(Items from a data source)

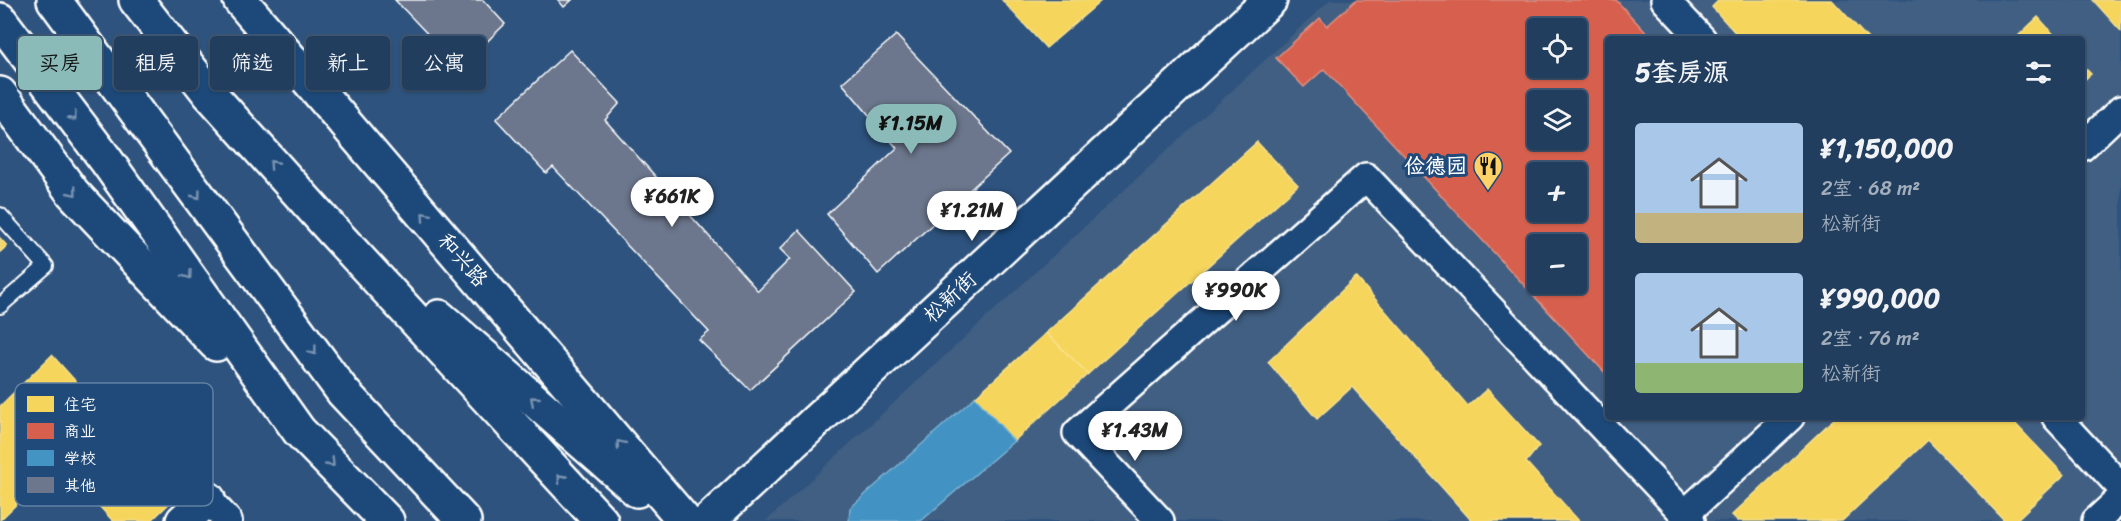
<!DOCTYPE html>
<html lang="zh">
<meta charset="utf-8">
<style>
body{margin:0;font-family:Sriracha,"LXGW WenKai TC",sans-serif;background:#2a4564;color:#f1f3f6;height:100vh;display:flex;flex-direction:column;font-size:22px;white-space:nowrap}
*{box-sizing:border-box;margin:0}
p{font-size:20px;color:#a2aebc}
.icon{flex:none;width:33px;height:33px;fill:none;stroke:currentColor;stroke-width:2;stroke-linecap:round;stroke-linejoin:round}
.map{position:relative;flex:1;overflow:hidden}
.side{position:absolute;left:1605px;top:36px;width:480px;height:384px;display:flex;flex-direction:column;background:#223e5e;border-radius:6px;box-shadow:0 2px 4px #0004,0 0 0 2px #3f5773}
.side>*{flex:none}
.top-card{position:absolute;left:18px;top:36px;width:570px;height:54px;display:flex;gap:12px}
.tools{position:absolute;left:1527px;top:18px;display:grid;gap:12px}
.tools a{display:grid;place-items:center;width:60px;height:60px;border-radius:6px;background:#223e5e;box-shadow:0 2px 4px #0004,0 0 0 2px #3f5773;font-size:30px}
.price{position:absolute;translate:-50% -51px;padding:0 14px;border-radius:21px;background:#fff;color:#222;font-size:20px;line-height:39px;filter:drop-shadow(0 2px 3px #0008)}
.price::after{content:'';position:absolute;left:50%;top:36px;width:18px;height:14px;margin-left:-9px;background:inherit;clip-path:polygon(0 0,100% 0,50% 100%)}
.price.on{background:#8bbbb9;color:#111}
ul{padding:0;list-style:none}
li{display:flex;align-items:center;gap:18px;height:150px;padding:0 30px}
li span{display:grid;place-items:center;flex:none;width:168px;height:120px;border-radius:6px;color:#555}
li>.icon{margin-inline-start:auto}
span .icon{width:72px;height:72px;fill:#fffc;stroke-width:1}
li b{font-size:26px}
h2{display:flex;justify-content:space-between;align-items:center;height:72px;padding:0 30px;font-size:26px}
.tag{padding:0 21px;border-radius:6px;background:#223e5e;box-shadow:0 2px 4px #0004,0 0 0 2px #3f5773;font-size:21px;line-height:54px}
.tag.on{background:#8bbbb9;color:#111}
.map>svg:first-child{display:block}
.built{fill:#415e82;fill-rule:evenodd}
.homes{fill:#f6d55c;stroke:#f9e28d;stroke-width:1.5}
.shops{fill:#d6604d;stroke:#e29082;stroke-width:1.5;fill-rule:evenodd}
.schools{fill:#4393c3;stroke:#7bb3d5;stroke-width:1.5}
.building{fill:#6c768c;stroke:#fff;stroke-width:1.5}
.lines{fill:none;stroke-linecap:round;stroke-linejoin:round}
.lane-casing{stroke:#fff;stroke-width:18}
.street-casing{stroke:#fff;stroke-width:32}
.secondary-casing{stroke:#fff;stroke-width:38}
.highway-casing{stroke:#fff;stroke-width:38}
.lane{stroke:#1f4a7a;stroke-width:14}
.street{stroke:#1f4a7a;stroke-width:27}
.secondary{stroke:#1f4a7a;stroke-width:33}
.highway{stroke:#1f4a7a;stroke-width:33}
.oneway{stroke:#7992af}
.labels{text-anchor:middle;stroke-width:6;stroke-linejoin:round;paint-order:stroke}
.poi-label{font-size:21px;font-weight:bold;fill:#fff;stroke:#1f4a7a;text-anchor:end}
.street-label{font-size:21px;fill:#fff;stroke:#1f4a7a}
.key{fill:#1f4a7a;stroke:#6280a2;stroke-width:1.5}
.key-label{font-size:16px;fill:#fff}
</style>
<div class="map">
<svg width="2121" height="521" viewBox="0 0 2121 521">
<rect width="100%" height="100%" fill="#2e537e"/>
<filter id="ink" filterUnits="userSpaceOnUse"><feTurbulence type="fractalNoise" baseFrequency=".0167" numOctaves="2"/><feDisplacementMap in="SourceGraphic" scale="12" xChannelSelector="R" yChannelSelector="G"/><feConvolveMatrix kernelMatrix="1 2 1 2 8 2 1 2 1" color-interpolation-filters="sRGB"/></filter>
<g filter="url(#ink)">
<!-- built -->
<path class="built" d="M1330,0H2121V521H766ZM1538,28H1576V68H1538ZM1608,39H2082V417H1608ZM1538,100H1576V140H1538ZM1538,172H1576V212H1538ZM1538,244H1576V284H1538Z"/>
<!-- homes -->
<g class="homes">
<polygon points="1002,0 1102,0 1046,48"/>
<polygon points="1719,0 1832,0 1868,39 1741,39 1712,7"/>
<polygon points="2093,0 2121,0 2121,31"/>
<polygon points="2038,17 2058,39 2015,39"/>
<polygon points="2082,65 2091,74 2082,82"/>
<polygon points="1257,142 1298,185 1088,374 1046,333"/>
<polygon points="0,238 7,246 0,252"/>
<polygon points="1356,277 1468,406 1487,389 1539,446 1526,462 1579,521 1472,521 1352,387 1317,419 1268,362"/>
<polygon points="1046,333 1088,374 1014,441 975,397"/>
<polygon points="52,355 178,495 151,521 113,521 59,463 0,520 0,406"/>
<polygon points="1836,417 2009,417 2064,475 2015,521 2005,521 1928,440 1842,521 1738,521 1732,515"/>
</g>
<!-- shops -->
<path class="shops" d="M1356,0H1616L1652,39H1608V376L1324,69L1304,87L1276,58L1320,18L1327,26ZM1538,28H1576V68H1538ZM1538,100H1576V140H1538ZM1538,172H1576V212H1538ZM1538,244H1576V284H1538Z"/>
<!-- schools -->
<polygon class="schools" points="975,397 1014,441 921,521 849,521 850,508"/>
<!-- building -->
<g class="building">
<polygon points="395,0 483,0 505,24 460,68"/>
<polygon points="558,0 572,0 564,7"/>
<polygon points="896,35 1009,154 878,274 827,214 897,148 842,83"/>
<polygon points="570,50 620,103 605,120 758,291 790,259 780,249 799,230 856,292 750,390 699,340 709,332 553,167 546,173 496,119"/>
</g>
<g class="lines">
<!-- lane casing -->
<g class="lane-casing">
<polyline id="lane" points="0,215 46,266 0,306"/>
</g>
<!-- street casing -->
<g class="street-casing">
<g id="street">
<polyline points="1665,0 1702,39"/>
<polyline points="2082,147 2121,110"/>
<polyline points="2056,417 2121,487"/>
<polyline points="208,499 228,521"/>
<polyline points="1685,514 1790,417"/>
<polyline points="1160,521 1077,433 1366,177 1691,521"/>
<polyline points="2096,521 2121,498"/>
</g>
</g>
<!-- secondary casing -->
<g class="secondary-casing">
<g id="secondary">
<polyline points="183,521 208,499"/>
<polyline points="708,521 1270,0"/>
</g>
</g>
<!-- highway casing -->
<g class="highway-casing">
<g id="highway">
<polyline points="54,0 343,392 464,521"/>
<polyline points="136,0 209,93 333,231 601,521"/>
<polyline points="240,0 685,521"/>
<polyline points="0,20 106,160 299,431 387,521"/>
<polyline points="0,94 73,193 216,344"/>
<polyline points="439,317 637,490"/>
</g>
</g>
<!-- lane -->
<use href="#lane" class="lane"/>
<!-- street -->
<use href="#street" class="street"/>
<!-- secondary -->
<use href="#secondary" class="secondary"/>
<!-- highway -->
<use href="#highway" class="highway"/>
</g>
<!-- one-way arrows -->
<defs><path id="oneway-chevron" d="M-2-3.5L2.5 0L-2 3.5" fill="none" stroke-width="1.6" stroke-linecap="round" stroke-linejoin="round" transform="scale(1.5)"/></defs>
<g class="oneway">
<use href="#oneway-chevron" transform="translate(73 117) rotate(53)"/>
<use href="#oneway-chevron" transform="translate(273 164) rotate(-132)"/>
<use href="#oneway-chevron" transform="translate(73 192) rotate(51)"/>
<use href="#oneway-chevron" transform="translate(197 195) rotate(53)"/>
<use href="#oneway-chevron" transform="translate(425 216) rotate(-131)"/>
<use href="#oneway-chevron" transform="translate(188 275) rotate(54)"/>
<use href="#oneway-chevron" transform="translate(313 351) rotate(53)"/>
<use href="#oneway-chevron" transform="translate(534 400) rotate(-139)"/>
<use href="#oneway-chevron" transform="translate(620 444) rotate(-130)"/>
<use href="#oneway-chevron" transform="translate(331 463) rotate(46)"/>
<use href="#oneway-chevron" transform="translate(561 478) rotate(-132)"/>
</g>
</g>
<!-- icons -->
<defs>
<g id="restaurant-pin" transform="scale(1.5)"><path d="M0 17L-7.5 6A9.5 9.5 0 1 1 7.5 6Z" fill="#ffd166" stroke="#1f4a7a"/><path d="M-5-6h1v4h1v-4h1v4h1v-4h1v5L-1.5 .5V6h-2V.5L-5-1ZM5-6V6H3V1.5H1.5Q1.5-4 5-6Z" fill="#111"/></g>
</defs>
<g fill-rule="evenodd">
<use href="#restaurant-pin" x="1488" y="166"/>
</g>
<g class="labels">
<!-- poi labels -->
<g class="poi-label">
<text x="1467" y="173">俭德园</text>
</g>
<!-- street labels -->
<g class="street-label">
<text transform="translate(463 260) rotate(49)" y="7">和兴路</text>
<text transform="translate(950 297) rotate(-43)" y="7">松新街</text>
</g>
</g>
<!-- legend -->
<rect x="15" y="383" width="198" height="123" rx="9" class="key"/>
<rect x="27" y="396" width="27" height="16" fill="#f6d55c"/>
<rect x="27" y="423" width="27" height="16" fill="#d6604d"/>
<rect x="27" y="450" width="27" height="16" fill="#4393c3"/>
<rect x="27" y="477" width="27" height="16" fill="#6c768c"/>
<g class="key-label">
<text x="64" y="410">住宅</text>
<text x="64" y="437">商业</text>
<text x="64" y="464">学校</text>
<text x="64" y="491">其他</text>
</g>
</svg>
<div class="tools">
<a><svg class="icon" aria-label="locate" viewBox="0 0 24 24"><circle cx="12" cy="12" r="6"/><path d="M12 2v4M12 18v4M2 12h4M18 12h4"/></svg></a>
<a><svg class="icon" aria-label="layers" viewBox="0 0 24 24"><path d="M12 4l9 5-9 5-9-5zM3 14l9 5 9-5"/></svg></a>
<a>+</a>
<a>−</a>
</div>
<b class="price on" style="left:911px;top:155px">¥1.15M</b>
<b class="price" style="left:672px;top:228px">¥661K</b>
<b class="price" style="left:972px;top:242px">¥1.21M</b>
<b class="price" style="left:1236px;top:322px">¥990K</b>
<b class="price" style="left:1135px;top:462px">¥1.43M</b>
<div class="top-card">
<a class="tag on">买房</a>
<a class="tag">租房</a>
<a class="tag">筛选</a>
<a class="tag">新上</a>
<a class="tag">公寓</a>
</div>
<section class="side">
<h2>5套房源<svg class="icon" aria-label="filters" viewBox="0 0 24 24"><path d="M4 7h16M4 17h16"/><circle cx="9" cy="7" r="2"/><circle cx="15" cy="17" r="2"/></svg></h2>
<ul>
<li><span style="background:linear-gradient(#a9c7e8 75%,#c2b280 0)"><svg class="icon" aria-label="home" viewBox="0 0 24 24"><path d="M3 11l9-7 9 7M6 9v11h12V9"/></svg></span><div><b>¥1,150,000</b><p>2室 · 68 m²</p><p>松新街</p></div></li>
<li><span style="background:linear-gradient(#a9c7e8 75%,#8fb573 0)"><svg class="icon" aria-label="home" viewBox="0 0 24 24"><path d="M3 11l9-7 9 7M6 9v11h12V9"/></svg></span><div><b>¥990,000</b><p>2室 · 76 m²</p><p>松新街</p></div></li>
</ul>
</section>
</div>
...
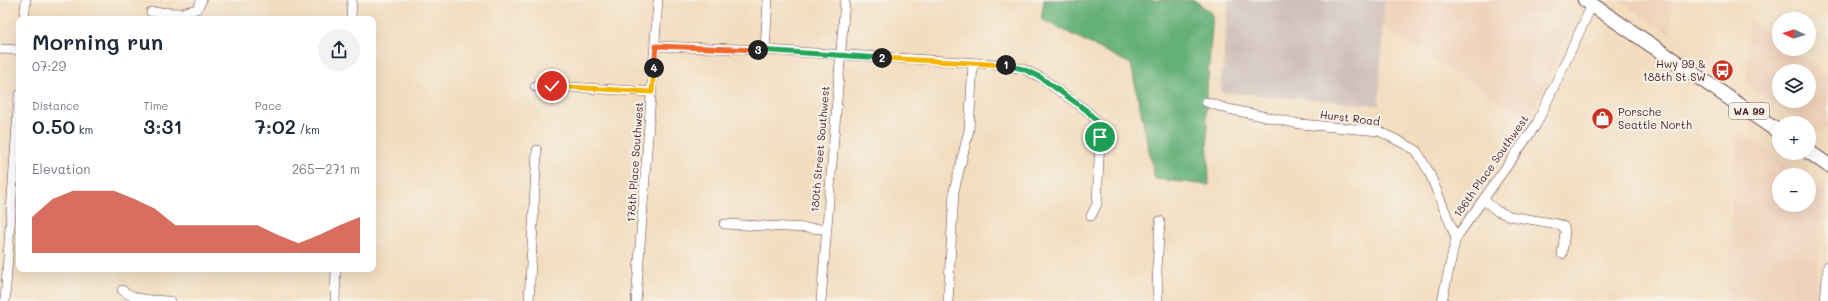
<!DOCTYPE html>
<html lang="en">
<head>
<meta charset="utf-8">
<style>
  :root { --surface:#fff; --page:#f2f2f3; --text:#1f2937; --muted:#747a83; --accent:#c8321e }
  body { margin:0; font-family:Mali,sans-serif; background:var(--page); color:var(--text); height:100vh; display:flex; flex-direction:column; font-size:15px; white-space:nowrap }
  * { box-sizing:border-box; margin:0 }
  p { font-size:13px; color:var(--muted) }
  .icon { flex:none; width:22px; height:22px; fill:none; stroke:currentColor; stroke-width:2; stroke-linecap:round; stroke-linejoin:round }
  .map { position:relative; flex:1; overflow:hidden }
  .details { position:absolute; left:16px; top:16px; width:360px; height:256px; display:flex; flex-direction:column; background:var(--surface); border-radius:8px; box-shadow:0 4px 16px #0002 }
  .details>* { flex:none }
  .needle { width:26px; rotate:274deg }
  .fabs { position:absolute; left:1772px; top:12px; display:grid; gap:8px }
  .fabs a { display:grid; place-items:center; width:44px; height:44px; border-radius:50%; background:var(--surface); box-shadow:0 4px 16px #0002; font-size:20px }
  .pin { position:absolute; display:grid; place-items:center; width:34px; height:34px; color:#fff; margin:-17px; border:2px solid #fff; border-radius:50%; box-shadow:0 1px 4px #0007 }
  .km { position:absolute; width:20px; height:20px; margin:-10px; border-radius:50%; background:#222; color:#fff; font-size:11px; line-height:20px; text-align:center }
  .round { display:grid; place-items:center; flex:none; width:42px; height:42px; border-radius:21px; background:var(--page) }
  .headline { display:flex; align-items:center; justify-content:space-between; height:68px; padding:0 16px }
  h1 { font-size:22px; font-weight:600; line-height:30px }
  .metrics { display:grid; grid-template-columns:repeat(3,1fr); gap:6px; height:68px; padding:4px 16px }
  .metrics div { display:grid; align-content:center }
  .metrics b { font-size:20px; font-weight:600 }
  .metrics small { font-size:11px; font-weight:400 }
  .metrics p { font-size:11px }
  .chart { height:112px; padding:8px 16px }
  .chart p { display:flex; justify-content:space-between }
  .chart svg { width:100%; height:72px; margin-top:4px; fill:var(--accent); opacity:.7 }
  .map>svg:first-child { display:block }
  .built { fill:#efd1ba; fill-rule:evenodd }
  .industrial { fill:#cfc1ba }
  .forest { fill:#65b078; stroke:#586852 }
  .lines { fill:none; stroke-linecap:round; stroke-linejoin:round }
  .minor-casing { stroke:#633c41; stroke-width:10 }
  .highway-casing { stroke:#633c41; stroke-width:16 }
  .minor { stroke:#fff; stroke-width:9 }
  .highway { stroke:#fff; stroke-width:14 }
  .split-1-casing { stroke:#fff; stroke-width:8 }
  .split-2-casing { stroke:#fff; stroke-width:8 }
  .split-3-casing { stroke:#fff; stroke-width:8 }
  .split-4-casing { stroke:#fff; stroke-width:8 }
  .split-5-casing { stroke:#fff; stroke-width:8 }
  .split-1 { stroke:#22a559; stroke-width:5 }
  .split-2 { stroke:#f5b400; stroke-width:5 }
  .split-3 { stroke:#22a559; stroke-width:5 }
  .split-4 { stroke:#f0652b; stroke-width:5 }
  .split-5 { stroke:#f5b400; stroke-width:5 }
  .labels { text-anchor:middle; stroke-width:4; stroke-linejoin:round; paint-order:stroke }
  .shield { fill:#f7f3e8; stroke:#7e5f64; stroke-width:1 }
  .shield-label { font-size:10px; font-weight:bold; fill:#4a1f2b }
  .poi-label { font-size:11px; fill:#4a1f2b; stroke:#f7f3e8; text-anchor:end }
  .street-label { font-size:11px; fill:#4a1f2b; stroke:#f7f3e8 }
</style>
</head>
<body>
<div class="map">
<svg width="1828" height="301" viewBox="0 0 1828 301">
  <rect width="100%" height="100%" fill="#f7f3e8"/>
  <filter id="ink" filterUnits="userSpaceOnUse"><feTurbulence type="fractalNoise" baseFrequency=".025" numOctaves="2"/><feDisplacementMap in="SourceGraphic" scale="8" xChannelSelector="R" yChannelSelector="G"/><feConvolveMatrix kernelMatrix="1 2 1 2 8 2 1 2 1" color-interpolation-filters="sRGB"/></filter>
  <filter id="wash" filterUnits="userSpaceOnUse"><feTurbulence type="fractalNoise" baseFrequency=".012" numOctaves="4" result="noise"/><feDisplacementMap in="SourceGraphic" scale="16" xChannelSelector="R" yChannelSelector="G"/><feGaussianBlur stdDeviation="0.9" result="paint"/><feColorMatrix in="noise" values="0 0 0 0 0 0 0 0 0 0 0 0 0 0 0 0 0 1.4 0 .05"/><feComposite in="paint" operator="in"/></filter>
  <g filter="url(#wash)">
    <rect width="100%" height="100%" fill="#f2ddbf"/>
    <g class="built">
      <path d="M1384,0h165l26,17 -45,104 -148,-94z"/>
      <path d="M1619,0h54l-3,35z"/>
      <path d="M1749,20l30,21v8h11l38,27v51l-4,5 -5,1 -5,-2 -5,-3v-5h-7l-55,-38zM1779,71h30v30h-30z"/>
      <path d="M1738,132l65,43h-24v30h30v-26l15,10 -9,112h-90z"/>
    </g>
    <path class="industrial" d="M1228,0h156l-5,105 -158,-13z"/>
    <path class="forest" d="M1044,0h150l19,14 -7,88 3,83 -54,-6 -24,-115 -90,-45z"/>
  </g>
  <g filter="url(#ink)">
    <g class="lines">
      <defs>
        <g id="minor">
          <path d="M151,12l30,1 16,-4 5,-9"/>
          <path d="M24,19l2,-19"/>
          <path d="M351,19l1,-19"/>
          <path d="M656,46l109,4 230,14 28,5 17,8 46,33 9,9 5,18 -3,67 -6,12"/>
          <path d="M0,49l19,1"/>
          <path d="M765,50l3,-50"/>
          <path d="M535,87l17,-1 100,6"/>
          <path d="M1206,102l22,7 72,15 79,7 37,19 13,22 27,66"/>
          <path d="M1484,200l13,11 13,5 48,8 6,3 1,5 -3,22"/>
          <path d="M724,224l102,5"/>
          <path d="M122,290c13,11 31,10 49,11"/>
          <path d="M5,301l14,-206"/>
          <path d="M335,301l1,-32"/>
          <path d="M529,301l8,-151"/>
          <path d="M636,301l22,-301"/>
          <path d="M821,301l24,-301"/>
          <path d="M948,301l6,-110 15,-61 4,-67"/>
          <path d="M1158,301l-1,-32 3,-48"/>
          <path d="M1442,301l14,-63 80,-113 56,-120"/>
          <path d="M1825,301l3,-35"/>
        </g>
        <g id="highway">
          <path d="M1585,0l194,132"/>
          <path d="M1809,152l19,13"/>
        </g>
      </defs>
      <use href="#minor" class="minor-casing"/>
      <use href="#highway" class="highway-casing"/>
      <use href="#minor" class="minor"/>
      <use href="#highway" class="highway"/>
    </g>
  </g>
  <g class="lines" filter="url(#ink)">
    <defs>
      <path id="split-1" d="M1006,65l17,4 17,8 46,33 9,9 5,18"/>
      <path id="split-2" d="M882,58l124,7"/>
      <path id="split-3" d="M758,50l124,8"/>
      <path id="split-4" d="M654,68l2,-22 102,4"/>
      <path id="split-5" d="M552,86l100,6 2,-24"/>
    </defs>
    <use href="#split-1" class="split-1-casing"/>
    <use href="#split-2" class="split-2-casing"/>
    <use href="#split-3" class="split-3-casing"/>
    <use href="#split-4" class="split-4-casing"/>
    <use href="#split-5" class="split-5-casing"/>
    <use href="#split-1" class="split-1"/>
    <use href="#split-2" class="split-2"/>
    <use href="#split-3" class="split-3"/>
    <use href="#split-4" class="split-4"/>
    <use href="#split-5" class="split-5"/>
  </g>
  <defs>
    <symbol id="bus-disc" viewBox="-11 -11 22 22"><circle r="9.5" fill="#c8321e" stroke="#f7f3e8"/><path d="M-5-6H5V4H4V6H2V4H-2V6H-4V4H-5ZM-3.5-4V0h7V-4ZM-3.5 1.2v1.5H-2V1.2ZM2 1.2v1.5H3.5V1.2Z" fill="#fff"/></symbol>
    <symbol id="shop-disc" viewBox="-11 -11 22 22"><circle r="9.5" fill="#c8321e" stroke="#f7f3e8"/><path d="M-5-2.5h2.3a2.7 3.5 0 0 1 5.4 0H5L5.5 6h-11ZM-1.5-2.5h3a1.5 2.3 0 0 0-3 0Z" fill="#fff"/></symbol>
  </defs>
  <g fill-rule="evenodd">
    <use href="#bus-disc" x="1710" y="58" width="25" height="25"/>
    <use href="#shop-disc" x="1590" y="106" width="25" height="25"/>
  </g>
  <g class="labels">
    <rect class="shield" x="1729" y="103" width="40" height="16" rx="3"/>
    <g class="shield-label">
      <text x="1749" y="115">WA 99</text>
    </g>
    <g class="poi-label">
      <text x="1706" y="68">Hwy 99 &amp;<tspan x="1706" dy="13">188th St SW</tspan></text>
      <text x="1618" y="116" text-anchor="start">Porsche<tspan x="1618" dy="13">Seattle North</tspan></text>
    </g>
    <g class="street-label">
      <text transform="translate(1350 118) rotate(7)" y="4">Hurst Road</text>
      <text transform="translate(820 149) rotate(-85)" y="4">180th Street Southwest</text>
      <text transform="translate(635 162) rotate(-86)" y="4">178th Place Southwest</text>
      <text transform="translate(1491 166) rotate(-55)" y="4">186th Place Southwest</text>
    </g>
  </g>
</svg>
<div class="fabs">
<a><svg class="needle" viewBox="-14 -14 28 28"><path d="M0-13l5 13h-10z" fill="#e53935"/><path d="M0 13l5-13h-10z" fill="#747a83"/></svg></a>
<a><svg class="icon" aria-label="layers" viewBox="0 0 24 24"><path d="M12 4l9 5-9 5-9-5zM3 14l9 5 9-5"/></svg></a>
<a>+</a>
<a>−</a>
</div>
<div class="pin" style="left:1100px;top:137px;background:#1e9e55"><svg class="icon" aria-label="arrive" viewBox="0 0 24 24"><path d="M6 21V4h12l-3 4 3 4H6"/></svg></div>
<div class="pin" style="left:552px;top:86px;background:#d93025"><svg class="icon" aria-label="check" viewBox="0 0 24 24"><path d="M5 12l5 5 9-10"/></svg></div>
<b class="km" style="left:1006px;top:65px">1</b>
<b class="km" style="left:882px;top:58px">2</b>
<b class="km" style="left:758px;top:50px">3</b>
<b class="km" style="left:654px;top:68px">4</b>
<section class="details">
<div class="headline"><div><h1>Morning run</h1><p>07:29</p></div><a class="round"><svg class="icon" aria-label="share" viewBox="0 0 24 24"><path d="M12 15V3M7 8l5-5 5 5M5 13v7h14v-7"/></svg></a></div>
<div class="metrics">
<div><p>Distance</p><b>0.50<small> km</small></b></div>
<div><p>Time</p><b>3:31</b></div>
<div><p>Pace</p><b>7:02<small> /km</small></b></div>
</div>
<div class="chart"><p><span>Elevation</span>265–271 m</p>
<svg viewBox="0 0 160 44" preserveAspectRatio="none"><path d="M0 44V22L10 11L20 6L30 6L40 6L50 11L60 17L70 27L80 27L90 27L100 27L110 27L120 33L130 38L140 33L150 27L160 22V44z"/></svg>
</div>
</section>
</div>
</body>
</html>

Required work: Go line by line through the data above and report each one that holds the string "currentColor".

Reply:
.icon{flex:none;width:33px;height:33px;fill:none;stroke:currentColor;stroke-width:2;stroke-linecap:round;stroke-linejoin:round}
  .icon { flex:none; width:22px; height:22px; fill:none; stroke:currentColor; stroke-width:2; stroke-linecap:round; stroke-linejoin:round }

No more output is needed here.